Directions
None of the images should appear in your copy. Transcribe the data in full.

Extracted material
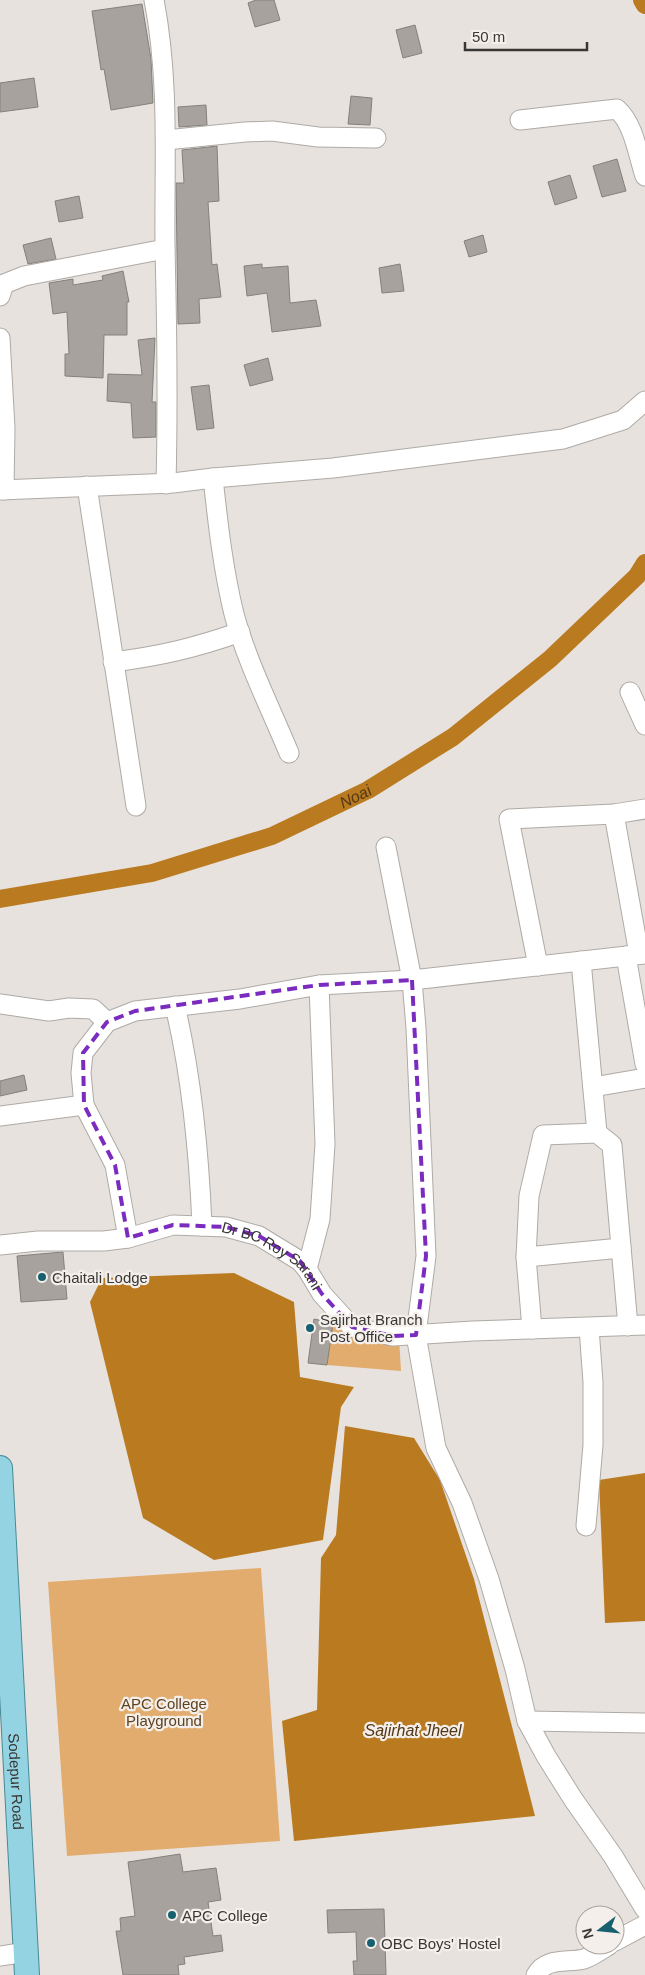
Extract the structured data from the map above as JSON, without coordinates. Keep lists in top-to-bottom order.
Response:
{
  "streets": {
    "main road": ["Sodepur Road"],
    "street": ["Dr BC Roy Sarani"]
  },
  "water": ["Noai", "Sajirhat Jheel"],
  "parks": ["APC College Playground"],
  "places": [
    "Chaitali Lodge",
    "Sajirhat Branch Post Office",
    "APC College",
    "OBC Boys' Hostel"
  ],
  "scale_bar": "50 m",
  "north": "left"
}
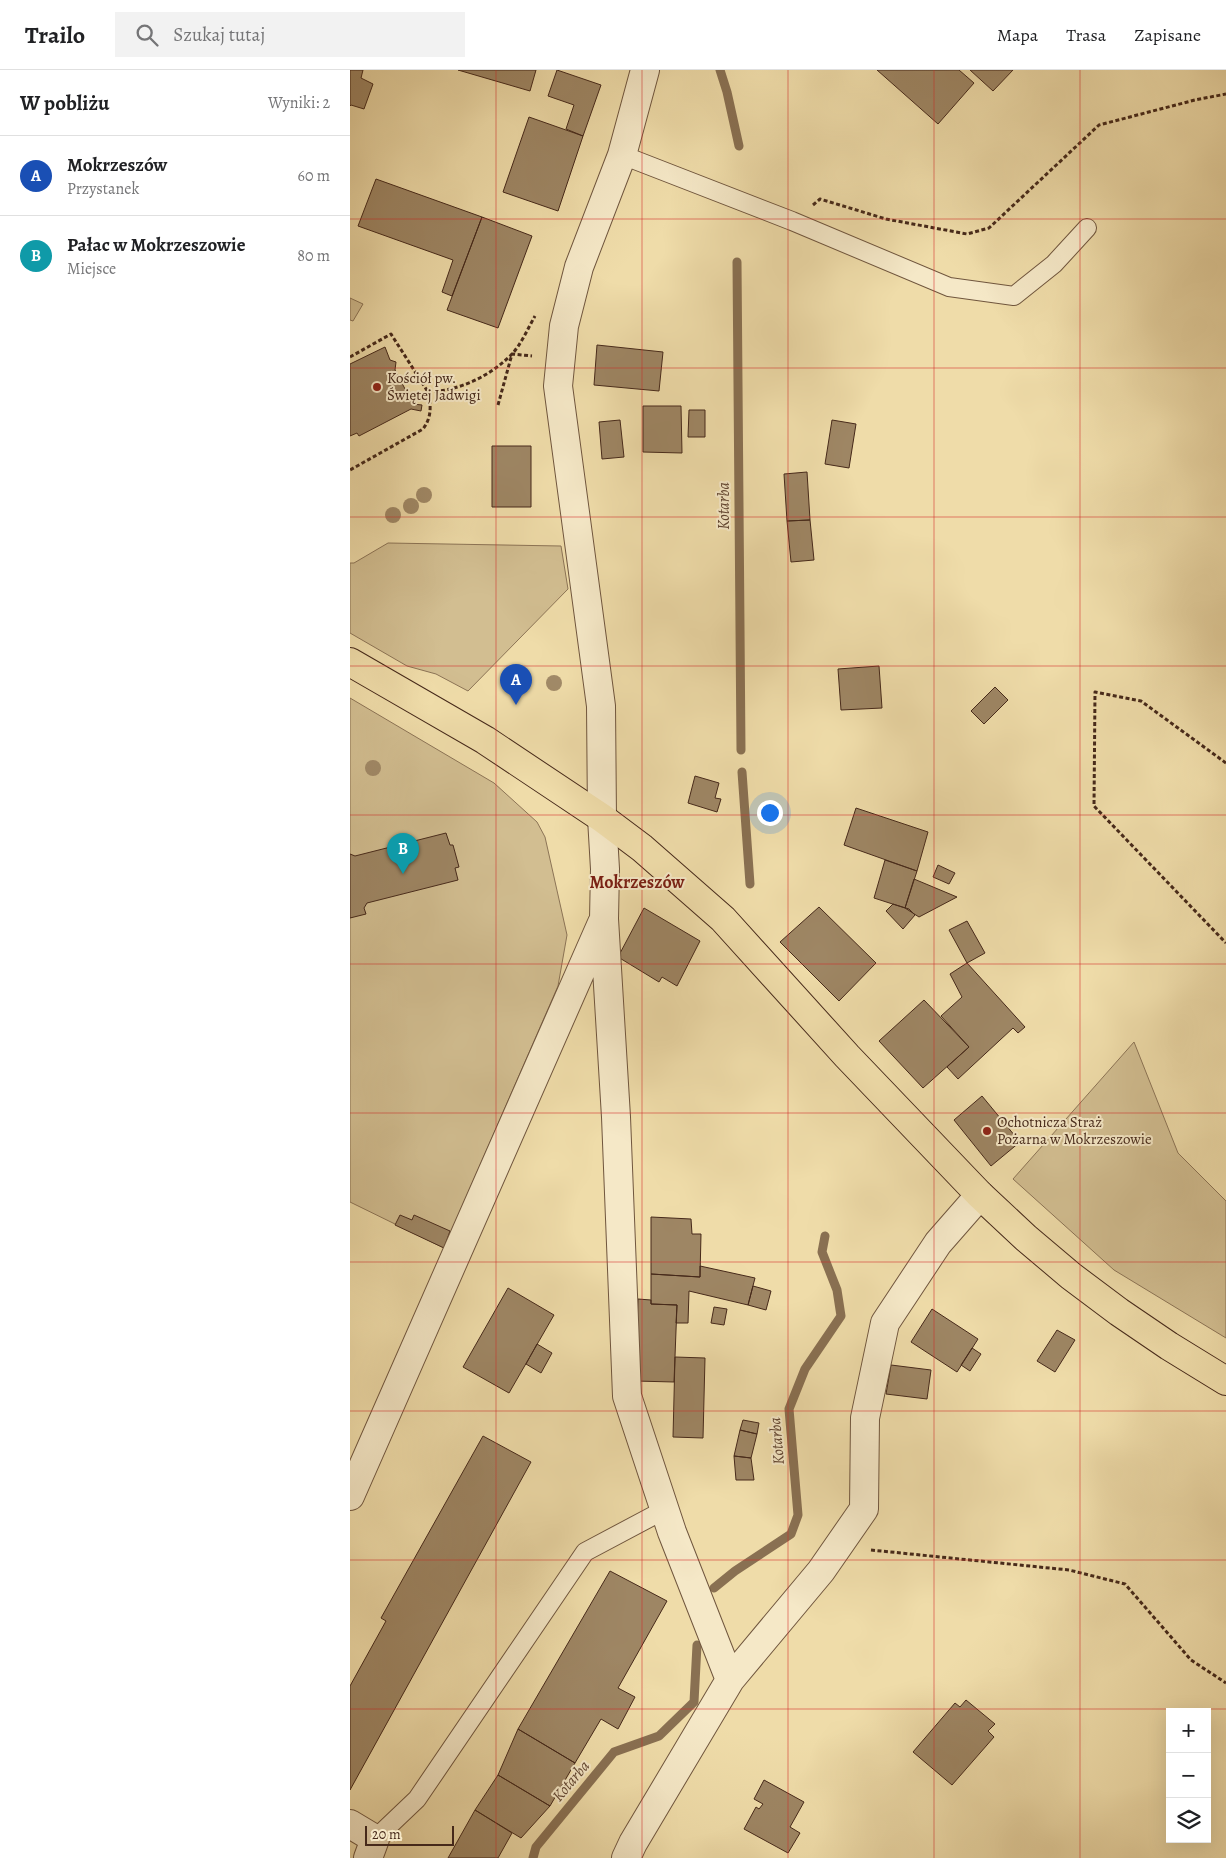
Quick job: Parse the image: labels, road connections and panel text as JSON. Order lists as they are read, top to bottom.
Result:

Result
Extract the structured data from the map above as JSON, without coordinates. Keep lists in top-to-bottom order.
Response:
{
  "streets": {
    "main road": ["Sodepur Road"],
    "street": ["Dr BC Roy Sarani"]
  },
  "water": ["Noai", "Sajirhat Jheel"],
  "parks": ["APC College Playground"],
  "places": [
    "Chaitali Lodge",
    "Sajirhat Branch Post Office",
    "APC College",
    "OBC Boys' Hostel"
  ],
  "scale_bar": "50 m",
  "north": "left"
}
Quick job: Parse the image: labels, road connections and panel text as JSON. Order lists as they are read, top to bottom.
Result:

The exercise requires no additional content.